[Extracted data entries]
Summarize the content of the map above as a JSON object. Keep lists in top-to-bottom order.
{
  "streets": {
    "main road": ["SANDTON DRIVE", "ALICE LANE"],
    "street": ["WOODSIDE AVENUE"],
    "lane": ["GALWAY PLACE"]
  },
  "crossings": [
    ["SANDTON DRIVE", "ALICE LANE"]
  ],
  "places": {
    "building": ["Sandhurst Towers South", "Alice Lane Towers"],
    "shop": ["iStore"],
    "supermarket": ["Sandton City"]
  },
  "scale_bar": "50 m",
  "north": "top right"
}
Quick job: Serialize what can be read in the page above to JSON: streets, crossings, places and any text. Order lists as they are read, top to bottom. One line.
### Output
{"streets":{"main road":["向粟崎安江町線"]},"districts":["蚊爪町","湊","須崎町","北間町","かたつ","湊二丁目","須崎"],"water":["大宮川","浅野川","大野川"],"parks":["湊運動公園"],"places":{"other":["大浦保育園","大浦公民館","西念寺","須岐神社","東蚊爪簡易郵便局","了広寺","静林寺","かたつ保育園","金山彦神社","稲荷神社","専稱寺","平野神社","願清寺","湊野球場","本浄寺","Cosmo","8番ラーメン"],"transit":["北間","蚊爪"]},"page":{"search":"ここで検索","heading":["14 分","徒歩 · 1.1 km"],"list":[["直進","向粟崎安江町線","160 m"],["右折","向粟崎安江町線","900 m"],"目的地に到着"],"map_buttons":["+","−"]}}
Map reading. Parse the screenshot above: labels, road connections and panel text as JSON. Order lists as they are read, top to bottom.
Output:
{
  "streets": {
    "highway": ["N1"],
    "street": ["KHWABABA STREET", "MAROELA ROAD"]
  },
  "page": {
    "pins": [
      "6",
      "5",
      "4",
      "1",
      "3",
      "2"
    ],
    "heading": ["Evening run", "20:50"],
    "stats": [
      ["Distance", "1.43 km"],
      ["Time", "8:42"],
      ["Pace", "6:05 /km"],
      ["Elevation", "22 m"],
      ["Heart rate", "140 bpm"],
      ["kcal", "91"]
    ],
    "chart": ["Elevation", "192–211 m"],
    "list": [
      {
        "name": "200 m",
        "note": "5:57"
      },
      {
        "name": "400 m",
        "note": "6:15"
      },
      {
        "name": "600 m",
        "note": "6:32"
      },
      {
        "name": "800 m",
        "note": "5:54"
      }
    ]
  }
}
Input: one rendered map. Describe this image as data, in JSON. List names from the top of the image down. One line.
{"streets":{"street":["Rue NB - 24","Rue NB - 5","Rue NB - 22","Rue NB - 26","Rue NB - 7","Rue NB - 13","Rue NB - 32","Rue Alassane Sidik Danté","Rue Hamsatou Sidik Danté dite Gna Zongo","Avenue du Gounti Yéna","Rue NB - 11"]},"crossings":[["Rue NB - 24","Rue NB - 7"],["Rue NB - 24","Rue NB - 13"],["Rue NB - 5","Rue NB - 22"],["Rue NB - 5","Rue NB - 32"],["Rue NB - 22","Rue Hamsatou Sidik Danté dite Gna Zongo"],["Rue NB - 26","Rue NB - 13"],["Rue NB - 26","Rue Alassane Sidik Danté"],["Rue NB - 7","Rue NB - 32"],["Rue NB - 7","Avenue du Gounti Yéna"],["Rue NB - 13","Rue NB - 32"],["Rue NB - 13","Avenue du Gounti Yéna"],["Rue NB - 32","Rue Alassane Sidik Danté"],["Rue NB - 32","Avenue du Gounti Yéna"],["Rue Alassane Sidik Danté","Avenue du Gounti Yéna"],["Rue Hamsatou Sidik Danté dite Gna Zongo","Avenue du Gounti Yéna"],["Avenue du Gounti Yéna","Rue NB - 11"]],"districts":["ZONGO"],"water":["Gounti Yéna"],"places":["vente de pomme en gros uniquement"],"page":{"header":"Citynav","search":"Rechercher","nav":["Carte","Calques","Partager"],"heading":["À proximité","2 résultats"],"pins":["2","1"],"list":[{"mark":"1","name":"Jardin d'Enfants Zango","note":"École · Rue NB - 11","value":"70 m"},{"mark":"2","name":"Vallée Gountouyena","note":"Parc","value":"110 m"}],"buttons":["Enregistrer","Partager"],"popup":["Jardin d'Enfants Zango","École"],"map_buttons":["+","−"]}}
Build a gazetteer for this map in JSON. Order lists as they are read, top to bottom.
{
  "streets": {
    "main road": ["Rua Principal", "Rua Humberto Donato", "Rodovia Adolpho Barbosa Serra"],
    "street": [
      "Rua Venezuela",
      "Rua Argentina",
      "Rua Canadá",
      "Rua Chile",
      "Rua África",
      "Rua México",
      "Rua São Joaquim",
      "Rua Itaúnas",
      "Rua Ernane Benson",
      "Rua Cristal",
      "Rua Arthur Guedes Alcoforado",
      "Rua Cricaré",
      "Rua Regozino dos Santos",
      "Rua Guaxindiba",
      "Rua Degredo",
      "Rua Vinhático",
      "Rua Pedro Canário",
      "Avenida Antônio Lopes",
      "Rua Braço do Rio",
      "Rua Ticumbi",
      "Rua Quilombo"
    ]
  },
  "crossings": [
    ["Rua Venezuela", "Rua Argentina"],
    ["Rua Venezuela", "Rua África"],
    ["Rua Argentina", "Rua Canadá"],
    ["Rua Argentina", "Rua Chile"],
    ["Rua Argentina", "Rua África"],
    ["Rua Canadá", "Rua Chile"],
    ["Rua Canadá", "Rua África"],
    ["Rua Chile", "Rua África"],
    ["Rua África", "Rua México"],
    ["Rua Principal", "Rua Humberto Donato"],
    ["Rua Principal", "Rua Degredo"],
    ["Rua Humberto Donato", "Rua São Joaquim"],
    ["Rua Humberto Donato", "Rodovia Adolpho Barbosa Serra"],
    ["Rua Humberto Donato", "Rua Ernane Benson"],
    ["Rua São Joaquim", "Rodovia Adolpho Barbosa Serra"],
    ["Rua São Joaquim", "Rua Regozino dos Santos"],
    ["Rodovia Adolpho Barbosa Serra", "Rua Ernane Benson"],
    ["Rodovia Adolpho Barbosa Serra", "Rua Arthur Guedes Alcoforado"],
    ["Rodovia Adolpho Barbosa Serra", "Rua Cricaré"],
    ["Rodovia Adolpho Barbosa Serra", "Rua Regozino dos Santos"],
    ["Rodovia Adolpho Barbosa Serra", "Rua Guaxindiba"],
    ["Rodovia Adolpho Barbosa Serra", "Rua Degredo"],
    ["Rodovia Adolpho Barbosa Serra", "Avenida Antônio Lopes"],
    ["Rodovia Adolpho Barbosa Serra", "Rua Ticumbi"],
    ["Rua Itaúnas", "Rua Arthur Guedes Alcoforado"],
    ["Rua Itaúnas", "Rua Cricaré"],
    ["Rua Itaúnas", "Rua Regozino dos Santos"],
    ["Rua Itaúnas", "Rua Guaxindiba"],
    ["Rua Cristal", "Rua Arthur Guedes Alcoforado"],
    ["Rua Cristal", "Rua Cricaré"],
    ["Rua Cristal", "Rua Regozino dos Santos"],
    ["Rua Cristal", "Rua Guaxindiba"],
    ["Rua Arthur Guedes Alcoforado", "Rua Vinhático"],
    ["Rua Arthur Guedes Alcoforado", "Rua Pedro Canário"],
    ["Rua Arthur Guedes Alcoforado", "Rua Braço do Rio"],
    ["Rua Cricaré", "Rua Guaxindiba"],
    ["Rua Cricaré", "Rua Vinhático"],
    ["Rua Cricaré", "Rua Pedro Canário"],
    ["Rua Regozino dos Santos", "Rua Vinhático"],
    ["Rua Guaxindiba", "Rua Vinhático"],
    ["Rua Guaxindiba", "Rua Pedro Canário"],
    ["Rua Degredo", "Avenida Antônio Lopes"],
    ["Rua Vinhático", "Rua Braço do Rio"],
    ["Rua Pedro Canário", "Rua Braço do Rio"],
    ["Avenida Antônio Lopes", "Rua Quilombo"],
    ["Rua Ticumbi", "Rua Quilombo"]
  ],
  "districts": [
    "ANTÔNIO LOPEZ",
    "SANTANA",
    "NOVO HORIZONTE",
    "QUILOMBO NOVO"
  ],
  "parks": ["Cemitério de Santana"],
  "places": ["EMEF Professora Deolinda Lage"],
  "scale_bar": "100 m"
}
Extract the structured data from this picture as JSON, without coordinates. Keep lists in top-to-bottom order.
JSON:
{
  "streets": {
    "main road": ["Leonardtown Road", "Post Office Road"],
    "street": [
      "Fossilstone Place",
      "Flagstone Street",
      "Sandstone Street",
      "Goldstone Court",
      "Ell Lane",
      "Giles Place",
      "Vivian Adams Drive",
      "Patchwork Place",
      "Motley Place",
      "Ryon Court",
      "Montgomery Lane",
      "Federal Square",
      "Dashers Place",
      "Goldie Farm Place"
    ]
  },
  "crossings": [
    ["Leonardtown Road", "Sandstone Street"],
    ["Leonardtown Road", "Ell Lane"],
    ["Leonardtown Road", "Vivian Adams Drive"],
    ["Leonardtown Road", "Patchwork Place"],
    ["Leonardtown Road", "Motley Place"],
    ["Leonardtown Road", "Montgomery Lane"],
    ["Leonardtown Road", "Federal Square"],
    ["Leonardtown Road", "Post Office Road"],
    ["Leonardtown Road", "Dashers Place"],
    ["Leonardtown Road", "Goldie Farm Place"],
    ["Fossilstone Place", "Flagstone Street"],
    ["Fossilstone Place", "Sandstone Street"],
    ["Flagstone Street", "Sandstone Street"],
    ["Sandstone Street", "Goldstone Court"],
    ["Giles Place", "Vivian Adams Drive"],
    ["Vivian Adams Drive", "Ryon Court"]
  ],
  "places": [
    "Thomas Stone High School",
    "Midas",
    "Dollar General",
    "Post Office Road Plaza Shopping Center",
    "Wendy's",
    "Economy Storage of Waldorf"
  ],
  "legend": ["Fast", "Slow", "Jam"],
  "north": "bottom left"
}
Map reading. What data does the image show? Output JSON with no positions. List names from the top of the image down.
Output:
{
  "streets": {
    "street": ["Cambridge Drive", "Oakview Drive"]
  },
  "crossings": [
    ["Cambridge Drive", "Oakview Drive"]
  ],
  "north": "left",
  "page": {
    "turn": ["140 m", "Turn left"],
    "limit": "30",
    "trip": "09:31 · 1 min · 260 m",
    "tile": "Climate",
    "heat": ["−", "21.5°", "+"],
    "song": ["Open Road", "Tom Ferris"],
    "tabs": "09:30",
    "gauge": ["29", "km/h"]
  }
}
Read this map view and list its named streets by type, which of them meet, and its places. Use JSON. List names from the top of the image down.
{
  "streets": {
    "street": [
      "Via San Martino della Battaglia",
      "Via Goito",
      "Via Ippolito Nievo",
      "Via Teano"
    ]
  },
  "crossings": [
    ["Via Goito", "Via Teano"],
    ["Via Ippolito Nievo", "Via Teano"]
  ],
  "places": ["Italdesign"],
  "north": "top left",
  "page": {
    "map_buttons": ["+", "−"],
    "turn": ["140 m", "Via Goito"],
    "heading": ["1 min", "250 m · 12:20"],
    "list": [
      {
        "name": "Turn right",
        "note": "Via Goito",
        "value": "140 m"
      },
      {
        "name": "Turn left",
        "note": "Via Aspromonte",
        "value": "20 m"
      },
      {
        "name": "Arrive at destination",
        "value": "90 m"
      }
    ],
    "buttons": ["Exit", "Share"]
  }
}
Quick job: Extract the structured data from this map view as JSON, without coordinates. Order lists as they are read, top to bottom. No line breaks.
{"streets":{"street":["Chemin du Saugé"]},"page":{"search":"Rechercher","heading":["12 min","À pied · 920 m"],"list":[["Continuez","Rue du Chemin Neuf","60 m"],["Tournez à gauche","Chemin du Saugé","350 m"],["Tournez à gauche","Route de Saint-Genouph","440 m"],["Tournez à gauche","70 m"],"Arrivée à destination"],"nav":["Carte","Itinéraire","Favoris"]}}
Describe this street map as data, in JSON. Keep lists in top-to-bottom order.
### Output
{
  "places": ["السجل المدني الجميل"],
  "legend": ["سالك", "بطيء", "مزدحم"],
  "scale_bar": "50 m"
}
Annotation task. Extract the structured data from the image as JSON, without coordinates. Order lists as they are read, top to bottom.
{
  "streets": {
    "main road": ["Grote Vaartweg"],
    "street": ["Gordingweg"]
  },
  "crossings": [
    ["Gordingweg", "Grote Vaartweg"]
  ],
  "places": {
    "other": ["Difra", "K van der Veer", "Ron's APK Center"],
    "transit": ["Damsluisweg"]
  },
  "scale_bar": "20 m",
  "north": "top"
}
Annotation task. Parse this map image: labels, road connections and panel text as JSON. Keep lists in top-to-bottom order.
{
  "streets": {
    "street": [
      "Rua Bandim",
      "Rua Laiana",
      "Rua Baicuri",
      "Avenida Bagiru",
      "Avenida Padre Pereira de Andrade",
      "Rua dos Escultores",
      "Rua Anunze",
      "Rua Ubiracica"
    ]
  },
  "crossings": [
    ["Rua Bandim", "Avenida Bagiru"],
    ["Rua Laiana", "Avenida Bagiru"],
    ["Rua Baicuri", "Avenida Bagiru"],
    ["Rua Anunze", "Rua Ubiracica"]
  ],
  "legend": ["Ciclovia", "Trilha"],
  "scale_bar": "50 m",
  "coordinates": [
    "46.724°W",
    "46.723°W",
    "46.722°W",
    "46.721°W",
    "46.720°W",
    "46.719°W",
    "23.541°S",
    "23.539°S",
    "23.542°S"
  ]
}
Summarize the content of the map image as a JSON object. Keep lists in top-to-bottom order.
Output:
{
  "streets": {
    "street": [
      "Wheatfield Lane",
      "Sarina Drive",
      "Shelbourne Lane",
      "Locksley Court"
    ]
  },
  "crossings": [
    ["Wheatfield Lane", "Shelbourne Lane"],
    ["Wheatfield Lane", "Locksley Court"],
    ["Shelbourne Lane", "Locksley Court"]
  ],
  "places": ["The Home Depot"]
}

▶ **Work required**:
Only the lines above that include the word "destination" belong in the answer; copy each one.

▶ **Finished task**:
        "name": "Arrive at destination",
{"streets":{"street":["Chemin du Saugé"]},"page":{"search":"Rechercher","heading":["12 min","À pied · 920 m"],"list":[["Continuez","Rue du Chemin Neuf","60 m"],["Tournez à gauche","Chemin du Saugé","350 m"],["Tournez à gauche","Route de Saint-Genouph","440 m"],["Tournez à gauche","70 m"],"Arrivée à destination"],"nav":["Carte","Itinéraire","Favoris"]}}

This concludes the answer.